In 2012, Alexander’s husband died, just after his fiftieth birthday, and a few years after that she published The Light of the World, a deeply moving memoir of their relationship and her grief. That book was a finalist for the Pulitzer, and it became an essential book people have turned to in their own grief. In a new afterword to the paperback edition, Alexander writes that she hoped “the particulars” of her marriage and family life would “radiate outward and be meaningful in ever-widening circles. For loss is our common denominator.”

One of the best things a book like this can do for a poet is to send its readers back to her earlier work. I went back to Crave Radiance, her 2010 collection that covers her writing life from 1990 to 2010. In her early work, Alexander moved into history—­primarily African American history—and entered the characters she wrote about. The poems are a deep lesson in empathy for people as diverse as Paul Robeson, Muhammad Ali, Monet, Romare Bearden, Pablo Neruda, Nelson Mandela, and Frank Willis, the almost-­forgotten security guard who first discovered the Watergate break in.
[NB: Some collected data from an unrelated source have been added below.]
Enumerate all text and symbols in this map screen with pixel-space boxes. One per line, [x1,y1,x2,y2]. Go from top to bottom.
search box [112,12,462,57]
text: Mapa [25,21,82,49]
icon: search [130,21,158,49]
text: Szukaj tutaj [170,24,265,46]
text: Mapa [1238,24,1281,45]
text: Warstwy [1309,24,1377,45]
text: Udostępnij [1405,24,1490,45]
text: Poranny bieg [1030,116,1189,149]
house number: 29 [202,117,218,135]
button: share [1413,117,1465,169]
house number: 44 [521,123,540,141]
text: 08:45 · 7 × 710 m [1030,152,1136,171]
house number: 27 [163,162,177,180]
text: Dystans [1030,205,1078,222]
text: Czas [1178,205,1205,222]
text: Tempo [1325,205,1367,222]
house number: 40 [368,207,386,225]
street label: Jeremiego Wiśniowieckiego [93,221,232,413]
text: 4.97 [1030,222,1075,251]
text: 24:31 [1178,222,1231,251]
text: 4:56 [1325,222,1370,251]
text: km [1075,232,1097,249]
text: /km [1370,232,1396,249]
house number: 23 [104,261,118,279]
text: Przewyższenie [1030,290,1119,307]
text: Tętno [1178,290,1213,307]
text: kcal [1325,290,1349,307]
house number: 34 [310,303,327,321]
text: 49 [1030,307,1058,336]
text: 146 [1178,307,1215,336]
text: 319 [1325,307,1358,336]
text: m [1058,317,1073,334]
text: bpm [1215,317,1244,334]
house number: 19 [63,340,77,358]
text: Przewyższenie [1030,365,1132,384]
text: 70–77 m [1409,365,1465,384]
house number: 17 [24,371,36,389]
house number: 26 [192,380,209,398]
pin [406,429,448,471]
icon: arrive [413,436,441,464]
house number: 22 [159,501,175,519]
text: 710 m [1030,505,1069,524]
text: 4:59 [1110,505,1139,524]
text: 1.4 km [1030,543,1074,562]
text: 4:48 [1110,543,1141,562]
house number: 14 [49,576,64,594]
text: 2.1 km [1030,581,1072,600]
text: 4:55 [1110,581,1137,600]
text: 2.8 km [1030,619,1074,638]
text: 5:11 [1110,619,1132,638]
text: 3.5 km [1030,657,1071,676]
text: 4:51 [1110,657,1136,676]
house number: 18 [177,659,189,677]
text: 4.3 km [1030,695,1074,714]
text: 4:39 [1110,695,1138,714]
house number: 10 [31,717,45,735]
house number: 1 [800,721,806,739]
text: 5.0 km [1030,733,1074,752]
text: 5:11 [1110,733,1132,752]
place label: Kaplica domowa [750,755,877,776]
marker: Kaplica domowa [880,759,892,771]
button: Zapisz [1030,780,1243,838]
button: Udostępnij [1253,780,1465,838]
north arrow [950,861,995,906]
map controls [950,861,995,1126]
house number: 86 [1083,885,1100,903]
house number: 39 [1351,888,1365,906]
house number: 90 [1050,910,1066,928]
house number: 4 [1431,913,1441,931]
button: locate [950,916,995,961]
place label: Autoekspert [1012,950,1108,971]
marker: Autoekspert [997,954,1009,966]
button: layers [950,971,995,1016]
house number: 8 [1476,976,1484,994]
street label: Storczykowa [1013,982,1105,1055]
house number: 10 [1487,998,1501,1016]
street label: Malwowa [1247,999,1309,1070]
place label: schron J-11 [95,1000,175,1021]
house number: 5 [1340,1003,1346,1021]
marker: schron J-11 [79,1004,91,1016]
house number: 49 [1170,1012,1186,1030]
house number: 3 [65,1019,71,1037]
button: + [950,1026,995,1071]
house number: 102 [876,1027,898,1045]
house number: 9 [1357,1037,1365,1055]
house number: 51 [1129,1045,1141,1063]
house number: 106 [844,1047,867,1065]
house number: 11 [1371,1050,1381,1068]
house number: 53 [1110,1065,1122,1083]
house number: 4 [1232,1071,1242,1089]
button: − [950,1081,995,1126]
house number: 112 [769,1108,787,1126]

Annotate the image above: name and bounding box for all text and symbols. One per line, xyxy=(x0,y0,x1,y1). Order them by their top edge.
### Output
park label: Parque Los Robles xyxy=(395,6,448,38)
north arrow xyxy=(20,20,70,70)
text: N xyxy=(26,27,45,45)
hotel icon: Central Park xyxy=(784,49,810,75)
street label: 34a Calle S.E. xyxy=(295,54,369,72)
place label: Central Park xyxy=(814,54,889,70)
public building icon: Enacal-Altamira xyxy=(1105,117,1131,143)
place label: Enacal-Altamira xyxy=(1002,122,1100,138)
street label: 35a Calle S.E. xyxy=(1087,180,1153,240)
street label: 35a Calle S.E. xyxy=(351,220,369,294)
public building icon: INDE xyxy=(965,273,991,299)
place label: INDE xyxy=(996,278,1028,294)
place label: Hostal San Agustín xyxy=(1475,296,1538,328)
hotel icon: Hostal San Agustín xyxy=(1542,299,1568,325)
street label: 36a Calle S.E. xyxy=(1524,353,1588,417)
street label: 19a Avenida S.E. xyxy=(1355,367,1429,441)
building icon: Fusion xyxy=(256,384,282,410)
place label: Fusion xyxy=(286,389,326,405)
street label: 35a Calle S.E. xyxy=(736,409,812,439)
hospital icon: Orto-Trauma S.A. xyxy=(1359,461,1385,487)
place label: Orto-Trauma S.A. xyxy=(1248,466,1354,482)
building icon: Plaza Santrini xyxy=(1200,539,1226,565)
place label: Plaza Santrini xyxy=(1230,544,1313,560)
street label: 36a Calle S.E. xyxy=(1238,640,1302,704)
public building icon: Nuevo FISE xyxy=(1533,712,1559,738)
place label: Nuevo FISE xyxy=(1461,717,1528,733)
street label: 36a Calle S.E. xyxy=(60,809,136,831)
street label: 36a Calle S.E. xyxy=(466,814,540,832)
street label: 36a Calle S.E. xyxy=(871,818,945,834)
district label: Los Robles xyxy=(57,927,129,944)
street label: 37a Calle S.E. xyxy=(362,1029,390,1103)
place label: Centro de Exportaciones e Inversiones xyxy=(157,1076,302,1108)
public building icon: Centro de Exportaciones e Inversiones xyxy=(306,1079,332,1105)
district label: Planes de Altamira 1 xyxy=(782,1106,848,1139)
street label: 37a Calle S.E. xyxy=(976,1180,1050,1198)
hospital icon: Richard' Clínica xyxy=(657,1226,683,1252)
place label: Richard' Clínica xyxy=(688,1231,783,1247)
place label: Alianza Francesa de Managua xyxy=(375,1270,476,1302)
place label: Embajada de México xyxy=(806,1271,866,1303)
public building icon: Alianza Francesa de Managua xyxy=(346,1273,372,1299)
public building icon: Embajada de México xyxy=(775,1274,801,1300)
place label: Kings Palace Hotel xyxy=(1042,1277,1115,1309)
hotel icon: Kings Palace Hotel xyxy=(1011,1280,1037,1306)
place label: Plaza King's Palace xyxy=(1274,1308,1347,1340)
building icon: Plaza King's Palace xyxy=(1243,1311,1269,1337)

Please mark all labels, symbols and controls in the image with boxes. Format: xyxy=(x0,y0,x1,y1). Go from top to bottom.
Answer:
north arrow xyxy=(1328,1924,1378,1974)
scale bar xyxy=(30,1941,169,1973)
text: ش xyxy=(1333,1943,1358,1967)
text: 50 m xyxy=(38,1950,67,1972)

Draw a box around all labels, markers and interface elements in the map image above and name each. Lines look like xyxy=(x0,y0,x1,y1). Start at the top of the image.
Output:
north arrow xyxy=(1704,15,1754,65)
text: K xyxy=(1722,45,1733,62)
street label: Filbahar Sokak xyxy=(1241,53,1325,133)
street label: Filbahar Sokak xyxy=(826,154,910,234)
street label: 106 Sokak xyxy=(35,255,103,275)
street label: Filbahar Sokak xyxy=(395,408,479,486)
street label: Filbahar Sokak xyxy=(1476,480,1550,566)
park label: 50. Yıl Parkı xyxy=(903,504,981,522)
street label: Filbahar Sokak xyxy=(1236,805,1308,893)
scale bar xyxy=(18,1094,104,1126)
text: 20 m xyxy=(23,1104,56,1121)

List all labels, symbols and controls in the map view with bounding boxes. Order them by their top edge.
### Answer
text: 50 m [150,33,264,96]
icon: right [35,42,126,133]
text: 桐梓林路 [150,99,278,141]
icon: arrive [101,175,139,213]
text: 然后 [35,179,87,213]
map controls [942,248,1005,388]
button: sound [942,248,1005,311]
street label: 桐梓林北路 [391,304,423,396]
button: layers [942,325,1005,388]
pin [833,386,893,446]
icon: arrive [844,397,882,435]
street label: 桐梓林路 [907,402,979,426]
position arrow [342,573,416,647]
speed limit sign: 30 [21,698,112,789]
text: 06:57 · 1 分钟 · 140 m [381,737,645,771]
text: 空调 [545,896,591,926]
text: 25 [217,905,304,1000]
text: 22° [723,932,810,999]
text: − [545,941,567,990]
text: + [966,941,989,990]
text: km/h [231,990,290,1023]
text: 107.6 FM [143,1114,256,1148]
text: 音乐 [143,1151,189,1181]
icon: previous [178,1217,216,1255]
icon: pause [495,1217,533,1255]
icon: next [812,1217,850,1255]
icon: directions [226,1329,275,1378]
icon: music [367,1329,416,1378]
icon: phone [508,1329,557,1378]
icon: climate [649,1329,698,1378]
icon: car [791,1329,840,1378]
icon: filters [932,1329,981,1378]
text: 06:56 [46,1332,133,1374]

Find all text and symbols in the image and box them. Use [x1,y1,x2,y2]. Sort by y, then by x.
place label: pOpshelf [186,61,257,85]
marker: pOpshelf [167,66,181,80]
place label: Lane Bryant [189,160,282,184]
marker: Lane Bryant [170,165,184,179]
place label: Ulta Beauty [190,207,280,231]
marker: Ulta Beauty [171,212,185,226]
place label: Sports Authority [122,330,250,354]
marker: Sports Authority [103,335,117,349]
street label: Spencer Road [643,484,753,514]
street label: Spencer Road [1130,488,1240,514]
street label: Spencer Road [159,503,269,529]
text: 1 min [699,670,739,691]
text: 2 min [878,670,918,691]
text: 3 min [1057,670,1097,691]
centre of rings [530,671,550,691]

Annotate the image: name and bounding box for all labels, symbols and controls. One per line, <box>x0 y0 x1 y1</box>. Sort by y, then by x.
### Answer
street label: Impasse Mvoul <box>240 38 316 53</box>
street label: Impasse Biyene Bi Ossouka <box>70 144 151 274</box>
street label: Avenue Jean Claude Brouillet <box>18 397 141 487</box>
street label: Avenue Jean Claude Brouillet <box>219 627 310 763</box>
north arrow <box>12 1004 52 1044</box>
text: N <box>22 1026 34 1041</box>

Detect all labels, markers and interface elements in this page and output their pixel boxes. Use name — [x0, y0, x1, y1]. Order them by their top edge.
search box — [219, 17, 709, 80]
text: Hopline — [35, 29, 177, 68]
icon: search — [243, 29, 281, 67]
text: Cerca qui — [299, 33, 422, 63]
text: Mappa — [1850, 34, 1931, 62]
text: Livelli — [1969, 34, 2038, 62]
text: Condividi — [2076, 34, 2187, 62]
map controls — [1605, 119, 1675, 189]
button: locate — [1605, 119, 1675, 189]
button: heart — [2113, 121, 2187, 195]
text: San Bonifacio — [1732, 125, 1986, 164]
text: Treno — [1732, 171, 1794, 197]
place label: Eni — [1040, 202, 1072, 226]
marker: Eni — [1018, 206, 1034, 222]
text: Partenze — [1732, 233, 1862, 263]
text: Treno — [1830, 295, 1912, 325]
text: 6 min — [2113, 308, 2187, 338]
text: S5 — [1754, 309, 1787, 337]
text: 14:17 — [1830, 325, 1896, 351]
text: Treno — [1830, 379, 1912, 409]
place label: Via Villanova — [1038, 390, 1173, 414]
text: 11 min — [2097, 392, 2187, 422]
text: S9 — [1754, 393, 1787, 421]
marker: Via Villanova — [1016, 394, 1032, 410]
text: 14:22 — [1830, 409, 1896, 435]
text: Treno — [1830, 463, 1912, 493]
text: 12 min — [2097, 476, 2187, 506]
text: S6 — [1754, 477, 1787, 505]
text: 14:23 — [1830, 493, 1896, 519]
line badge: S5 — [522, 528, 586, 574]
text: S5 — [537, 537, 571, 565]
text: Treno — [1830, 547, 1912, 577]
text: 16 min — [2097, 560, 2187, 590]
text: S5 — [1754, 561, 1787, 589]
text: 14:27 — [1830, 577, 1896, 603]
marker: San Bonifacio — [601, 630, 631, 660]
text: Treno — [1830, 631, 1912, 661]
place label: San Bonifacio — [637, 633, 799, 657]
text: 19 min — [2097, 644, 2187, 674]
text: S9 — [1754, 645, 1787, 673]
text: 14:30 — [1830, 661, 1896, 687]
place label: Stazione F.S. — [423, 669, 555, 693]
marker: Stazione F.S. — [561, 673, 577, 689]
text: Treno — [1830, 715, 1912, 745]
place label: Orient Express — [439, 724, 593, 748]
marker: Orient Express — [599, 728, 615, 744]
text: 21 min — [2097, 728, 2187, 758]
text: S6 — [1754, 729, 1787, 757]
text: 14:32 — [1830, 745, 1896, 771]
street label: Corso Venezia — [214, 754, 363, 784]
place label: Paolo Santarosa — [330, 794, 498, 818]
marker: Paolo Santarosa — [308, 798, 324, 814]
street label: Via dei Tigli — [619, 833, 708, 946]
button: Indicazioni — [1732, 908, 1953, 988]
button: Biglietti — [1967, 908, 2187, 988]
Alexander also writes wonderful dream sequences, and she has written memorably about pregnancy, childbirth, and postpartum depression. In “Postpartum Dream #12” she dreams she has been called to be a Supreme Court Justice:

Maybe I could do it

when the baby

goes to kindergarten. Maybe

I could do it

on alternate Mondays.

The dream is funny, of course, but it is also a bit of a nightmare. Although I suspect these poems are loved by women who share her experience, they are also necessary for men like me.

Reading Crave Radiance today, I found myself completely startled when, near the end, I came again to “Praise Song for the Day.” Perhaps my reading of the poem has been changed by everything we’ve been through recently—now the end of the poem hits like a hammer. “What if the mightiest word is love?” Alexander asks, and then concludes

Love beyond marital, filial, national,

love that casts a widening pool of light,

love with no need to pre-empt grievance.

In today’s sharp sparkle, this winter air,

any thing can be made, any sentence begun.

On the brink, on the brim, on the cusp,

praise song for walking forward in that light.

Alexander reads at UMMA as part of the Zell Visiting Writers Series on Tuesday, ­December 4.